TLS Key Share Prediction

Abstract

This document defines a mechanism for servers to communicate supported key share algorithms in DNS. Clients may use this information to reduce TLS handshake round-trips.

About This Document

This note is to be removed before publishing as an RFC.

The latest revision of this draft can be found at https://tlswg.github.io/tls-key-share-prediction/draft-ietf-tls-key-share-prediction.html. Status information for this document may be found at https://datatracker.ietf.org/doc/draft-ietf-tls-key-share-prediction/.

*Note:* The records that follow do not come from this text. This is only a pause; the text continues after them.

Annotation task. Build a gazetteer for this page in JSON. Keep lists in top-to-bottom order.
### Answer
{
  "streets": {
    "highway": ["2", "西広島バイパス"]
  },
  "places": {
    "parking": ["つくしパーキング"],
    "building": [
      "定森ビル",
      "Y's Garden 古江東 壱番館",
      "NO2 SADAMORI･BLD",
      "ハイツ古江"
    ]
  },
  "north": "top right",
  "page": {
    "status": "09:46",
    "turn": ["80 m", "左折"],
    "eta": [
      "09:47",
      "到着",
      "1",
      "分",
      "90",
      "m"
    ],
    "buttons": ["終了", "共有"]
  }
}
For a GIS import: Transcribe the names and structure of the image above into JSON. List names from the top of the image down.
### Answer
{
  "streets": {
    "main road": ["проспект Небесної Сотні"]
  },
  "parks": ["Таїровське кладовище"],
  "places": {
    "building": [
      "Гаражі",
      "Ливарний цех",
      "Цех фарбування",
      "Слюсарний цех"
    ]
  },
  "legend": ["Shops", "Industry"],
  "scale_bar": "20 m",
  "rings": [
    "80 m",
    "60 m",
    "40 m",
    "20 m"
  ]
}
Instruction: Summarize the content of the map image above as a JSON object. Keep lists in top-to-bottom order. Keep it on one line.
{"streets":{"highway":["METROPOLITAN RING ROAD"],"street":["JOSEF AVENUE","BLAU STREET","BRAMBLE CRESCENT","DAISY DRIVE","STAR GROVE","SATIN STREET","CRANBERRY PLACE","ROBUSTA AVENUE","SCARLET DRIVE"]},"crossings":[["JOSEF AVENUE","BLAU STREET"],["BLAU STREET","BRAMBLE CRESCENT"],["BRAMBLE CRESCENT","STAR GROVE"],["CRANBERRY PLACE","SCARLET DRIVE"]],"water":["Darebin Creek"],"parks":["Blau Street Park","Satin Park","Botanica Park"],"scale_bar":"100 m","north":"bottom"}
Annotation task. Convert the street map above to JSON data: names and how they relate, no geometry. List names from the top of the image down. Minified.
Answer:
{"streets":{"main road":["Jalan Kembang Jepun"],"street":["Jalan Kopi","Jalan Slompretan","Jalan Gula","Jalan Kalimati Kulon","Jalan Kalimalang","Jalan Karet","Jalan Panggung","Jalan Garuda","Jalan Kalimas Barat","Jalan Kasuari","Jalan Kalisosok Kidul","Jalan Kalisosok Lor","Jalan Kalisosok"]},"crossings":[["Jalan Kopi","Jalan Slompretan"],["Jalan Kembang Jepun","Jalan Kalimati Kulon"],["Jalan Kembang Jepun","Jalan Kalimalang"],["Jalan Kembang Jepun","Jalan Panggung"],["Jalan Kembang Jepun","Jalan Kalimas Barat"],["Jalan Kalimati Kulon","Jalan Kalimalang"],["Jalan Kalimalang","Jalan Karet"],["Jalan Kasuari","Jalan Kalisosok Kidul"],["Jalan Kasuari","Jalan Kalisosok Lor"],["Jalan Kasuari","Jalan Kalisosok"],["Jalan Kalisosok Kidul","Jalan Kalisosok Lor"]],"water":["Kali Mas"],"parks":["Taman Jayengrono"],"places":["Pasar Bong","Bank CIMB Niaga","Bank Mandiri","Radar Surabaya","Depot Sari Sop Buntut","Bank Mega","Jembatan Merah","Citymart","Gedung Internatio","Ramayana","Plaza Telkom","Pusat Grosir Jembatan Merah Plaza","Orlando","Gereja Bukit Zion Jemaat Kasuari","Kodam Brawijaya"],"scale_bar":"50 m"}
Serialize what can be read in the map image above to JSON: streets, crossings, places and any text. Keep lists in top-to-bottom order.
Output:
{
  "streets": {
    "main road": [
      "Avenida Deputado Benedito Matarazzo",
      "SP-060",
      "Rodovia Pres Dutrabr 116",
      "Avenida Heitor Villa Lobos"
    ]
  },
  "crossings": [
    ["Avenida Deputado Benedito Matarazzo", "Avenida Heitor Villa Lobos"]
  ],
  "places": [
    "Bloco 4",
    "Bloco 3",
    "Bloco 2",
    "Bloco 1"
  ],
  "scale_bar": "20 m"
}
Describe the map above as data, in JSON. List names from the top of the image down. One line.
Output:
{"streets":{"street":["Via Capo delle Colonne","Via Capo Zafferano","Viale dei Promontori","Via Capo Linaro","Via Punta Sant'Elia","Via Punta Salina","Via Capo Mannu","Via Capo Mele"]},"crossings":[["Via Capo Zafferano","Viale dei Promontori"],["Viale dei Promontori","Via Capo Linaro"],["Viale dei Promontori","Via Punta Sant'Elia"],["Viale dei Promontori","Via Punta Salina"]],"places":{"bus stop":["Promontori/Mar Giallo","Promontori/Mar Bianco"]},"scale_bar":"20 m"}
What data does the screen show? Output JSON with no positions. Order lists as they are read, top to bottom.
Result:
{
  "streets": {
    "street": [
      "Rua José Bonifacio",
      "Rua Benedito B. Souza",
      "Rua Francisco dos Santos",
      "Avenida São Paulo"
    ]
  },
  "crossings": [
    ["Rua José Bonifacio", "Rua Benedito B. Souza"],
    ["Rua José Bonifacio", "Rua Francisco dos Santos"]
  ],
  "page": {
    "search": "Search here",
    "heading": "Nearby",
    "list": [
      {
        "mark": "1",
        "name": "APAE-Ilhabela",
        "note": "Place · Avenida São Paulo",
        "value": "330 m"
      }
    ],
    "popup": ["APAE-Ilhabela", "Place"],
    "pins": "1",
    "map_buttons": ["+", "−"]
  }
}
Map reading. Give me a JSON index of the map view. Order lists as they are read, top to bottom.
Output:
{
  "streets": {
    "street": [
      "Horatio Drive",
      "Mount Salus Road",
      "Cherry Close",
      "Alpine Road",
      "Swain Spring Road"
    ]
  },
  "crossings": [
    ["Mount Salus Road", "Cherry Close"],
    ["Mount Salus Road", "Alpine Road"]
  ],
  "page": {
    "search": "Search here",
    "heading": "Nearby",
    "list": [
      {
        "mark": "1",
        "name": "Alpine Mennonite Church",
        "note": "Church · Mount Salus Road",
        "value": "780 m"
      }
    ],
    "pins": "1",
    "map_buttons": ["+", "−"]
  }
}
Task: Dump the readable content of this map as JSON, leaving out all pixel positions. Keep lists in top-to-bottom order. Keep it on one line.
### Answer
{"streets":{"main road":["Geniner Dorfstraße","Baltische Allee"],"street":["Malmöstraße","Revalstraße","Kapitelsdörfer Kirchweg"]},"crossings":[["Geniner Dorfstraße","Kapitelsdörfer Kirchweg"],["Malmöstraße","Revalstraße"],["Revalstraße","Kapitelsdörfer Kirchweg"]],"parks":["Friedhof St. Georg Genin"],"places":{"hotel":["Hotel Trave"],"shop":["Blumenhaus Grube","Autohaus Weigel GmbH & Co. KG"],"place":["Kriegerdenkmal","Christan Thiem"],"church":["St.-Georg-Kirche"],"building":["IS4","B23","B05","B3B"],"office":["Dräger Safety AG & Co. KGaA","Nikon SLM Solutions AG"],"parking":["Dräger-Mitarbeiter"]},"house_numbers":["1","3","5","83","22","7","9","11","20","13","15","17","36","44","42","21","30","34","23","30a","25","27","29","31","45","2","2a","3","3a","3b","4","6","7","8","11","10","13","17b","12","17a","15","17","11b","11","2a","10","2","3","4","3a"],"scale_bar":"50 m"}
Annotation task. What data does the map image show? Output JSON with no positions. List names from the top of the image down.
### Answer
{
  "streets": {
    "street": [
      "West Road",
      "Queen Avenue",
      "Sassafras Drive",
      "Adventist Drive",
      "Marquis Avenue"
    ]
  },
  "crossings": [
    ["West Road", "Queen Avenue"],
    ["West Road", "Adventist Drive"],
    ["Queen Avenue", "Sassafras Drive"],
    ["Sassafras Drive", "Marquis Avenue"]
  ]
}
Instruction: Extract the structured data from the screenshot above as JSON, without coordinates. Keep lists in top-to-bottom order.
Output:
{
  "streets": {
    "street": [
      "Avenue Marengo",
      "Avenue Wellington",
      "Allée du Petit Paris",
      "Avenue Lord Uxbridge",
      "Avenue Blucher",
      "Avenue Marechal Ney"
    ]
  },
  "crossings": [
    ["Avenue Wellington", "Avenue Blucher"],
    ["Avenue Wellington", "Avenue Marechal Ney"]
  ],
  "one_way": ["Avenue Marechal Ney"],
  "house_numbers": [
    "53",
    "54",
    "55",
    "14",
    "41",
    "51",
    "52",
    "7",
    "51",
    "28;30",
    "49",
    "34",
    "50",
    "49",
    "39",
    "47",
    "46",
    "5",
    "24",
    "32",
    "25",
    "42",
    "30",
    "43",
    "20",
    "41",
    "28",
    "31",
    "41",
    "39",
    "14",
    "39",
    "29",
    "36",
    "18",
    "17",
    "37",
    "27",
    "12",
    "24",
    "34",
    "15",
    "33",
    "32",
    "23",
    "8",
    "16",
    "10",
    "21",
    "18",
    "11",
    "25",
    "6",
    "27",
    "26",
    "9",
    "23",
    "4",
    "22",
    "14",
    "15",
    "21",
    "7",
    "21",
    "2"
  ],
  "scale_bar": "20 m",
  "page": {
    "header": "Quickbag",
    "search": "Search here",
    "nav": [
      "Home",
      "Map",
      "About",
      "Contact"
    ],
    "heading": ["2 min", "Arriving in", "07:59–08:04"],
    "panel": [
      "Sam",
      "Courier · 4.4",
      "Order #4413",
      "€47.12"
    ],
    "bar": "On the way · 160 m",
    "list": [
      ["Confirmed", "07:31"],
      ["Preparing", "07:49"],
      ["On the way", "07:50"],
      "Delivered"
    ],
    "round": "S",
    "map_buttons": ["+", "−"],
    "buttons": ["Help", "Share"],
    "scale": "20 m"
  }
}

Discussion of this document takes place on the Transport Layer Security Working Group mailing list (mailto:tls@ietf.org), which is archived at https://mailarchive.ietf.org/arch/browse/tls/. Subscribe at https://www.ietf.org/mailman/listinfo/tls/.

Source for this draft and an issue tracker can be found at https://github.com/tlswg/tls-key-share-prediction.

Status of This Memo

This Internet-Draft is submitted in full conformance with the provisions of BCP 78 and BCP 79.

Internet-Drafts are working documents of the Internet Engineering Task Force (IETF). Note that other groups may also distribute working documents as Internet-Drafts. The list of current Internet-Drafts is at https://datatracker.ietf.org/drafts/current/.

Internet-Drafts are draft documents valid for a maximum of six months and may be updated, replaced, or obsoleted by other documents at any time. It is inappropriate to use Internet-Drafts as reference material or to cite them other than as "work in progress."

This Internet-Draft will expire on 24 March 2026.

Table of Contents

1. Introduction

Named groups in TLS 1.3 [RFC8446] are negotiated with two lists in the ClientHello: The client sends its supported groups in the supported_groups extension, but also generates key shares for a subset in the key_share extension. Named groups in this subset can be used in one round trip, while named groups outside the subset require a HelloRetryRequest and hence two round trips. The additional round trip is undesirable for performance, but unused key shares consume network and computational resources, so clients often do not generate key shares for all groups.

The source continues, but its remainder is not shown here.